Problem 5.1: Robustness in a C1-FFL
This problem is still a draft.
Consider the design principle we discussed in a previous chapter: The C1-FFL with AND logic displays an on-delay. We saw that this property of the C1-FFL holds even when the Hill coefficient for the regulation is unity.
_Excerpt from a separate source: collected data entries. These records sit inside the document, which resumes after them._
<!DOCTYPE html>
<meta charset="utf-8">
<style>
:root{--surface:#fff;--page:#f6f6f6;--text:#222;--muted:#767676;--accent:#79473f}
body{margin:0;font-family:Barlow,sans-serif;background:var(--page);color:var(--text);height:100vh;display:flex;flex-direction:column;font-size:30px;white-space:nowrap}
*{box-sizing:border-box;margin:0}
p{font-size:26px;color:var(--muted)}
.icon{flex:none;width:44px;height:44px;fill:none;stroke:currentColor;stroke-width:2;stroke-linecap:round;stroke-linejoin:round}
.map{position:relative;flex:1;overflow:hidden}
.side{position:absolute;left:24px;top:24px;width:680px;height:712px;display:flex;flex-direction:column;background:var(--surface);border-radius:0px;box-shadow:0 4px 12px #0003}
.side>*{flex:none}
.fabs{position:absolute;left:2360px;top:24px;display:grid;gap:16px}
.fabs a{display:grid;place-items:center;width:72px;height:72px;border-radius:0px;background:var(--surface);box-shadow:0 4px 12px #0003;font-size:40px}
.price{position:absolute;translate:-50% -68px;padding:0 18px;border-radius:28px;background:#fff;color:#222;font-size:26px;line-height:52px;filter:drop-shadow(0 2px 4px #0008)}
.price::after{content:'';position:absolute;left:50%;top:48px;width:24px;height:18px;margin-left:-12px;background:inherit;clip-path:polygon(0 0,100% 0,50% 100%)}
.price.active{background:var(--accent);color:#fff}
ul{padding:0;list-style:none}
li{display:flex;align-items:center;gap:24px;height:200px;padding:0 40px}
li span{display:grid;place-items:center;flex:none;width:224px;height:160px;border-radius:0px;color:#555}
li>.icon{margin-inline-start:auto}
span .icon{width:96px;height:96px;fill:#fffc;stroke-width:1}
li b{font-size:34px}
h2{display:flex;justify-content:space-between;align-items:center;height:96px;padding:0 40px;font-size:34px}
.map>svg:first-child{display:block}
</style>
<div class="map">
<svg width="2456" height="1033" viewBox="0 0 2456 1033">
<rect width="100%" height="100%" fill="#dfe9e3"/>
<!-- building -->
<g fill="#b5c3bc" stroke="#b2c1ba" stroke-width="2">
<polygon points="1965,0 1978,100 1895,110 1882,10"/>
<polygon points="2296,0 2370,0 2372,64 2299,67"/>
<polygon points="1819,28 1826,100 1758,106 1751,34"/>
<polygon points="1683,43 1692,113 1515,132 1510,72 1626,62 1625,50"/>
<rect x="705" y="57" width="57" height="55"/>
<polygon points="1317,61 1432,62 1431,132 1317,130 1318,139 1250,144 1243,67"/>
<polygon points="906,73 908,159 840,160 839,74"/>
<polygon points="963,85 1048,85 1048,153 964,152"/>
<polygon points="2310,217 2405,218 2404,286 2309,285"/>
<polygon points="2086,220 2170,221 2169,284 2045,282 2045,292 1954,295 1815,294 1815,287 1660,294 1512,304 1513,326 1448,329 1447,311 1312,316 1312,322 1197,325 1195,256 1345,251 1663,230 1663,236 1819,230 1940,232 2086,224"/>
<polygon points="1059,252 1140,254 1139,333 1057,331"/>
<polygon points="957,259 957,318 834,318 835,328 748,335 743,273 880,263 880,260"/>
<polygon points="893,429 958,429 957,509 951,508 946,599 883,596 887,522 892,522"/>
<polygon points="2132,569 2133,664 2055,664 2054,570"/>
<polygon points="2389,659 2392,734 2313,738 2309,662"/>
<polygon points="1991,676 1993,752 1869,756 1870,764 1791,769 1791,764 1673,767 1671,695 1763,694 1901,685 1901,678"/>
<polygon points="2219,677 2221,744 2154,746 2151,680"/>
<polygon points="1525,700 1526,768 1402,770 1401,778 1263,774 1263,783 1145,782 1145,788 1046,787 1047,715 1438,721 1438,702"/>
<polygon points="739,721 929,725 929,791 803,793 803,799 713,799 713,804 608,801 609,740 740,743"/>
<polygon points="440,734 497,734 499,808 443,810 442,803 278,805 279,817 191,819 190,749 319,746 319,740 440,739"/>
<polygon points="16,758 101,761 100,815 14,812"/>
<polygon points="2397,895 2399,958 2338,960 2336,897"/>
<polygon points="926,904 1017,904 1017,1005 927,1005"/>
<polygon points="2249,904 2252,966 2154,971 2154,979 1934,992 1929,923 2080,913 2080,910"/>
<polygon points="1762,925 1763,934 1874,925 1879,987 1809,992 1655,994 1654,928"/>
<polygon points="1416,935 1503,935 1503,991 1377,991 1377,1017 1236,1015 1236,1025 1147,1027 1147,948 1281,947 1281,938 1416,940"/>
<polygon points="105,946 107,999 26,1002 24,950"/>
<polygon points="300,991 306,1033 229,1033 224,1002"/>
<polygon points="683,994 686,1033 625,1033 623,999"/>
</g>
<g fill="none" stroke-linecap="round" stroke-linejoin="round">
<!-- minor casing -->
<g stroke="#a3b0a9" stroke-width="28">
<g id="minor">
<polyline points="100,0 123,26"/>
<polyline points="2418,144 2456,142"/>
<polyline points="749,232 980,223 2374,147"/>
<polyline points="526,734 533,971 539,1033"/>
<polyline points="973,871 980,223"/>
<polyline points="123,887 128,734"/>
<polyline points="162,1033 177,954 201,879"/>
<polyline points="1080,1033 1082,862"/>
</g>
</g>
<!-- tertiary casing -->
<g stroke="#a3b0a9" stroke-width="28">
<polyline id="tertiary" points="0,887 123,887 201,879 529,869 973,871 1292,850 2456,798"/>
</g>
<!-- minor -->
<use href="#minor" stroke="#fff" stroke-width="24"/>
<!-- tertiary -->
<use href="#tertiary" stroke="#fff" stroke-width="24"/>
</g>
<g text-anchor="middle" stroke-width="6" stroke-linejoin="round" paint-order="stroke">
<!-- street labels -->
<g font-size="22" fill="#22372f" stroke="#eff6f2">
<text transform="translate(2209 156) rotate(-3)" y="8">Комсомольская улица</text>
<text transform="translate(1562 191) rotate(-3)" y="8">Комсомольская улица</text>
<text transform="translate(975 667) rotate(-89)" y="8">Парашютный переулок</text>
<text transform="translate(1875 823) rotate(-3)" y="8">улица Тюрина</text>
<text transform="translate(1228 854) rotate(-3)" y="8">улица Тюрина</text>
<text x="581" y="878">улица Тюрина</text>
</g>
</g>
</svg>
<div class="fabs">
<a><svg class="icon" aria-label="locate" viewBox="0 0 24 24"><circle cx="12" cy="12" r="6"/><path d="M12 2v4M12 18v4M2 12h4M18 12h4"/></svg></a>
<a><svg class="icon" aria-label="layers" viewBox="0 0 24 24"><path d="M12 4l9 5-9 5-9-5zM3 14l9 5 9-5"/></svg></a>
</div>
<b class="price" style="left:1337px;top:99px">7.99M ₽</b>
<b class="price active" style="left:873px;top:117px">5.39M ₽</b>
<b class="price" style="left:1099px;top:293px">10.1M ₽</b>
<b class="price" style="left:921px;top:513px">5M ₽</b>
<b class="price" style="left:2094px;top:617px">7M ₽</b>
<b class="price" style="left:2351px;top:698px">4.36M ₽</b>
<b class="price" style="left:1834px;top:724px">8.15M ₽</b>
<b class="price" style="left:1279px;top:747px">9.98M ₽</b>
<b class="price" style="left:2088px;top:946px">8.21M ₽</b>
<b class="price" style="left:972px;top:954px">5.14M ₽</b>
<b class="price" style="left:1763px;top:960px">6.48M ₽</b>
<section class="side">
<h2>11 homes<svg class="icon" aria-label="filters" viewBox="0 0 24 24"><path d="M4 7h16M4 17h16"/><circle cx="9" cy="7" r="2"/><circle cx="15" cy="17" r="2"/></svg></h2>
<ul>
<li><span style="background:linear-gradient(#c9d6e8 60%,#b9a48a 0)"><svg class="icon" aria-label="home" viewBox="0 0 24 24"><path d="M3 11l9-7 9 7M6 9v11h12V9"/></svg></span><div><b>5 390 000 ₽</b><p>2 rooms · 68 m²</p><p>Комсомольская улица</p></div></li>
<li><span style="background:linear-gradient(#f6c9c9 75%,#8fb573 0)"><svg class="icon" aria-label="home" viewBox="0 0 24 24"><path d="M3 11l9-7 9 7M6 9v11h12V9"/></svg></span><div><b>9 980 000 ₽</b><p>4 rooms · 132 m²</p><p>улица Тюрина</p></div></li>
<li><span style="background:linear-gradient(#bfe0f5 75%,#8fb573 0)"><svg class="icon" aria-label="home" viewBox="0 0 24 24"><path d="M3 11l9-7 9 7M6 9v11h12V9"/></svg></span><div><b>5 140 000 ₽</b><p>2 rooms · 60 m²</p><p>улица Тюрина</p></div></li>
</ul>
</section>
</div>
We might also ask if the delay is robust to variations in the Hill activation constants.
As a reminder, the dimensionless dynamical equations for the concentrations of Y and Z from a stimulus X are
\begin{align} \frac{\mathrm{d}y}{\mathrm{d}t} &= \beta\,\frac{(\kappa x)^{n_{xy}}}{1 + (\kappa x)^{n_{xy}}} - y, \\[1em] \gamma^{-1}\frac{\mathrm{d}z}{\mathrm{d}t} &= \frac{x^{n_{xz}} y^{n_{yz}}}{(1 + x^{n_{xz}})\,(1+ y^{n_{yz}})} - z. \end{align}
To investigate the effect of the Hill activation constants, we need only to vary the dimensionless parameter \(\kappa\), which is the ratio of the Hill activation constant for activation of Z by X to the Hill activation constant for activation of Z by Y; \(\kappa = k_{xz}/k_{yz}\).
a) Investigate the dynamics of this circuit in response to a step in X concentration to make a robustness statement about on-delay for varying \(\kappa\).
b) Make a robustness statement about the steady state levels of Z for varying \(\kappa\).